Copy each line in the data that includes the word "Alley".

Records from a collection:
★ ★ ★ ★ ★ ★ ★
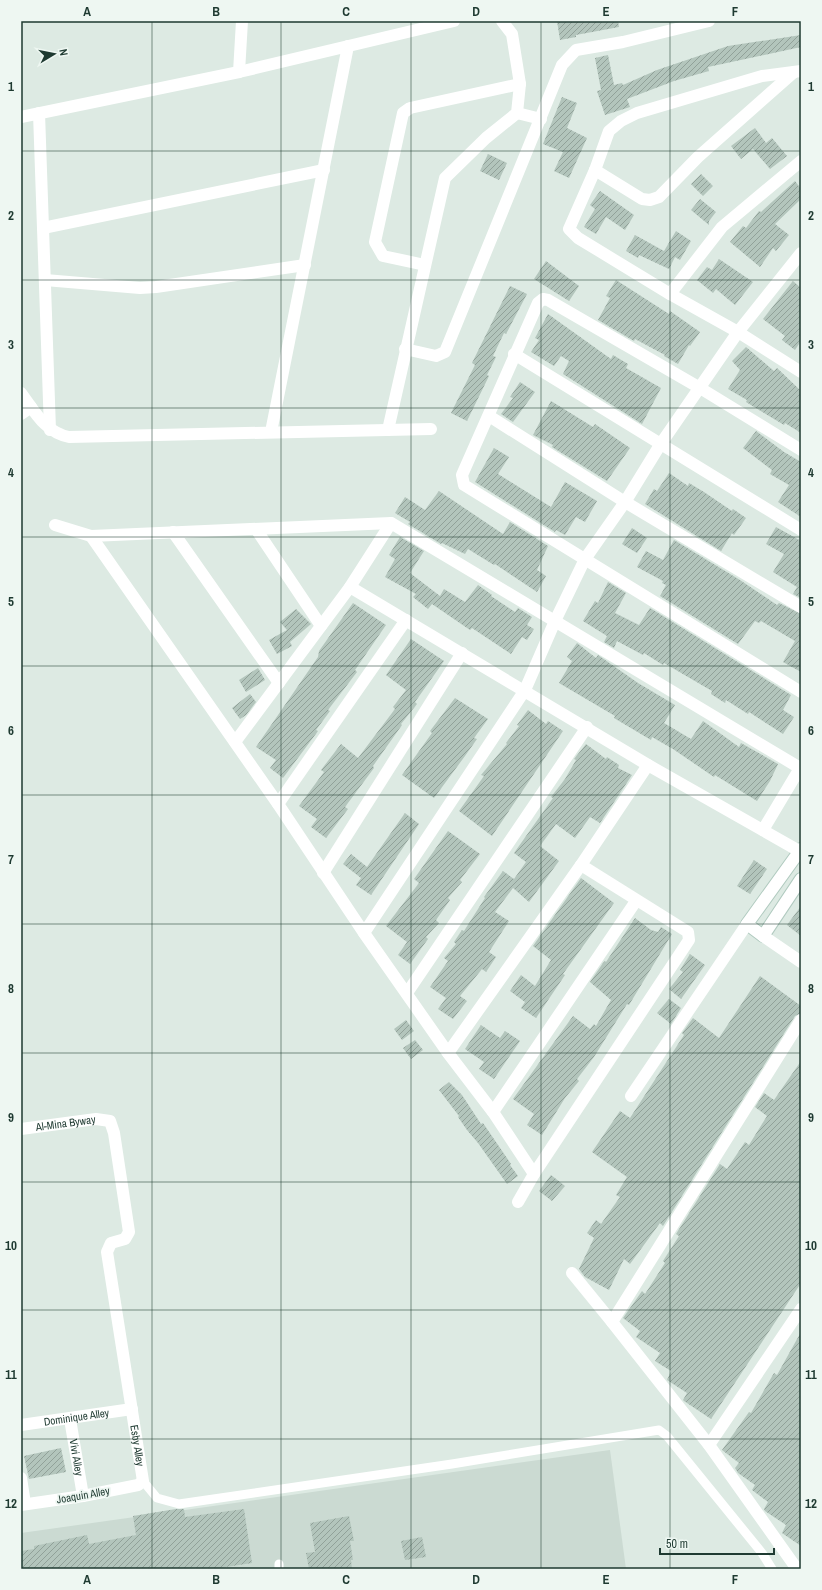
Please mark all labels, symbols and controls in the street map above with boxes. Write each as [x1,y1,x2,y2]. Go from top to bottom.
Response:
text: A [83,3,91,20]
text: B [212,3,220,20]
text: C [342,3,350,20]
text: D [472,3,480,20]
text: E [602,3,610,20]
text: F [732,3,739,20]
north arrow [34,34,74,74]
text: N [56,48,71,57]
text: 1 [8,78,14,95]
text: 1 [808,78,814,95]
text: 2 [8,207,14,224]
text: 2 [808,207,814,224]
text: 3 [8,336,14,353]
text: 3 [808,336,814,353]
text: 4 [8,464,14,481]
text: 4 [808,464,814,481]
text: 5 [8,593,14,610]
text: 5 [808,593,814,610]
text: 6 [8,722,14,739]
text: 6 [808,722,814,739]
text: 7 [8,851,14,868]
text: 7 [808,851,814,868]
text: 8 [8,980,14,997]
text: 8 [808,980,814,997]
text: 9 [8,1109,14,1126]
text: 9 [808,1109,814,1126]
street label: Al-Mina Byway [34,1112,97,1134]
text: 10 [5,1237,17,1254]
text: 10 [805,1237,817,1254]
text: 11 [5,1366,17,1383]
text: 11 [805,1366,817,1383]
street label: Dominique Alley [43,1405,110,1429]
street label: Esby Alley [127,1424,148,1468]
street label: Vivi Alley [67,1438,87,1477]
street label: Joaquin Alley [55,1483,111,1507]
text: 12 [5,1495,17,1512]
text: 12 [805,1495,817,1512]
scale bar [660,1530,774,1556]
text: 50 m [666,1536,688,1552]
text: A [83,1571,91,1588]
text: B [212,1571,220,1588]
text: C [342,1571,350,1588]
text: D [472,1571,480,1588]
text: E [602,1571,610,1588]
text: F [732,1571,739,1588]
★ ★ ★ ★ ★ ★ ★
**Answer section**.
street label: Dominique Alley [43,1405,110,1429]
street label: Esby Alley [127,1424,148,1468]
street label: Vivi Alley [67,1438,87,1477]
street label: Joaquin Alley [55,1483,111,1507]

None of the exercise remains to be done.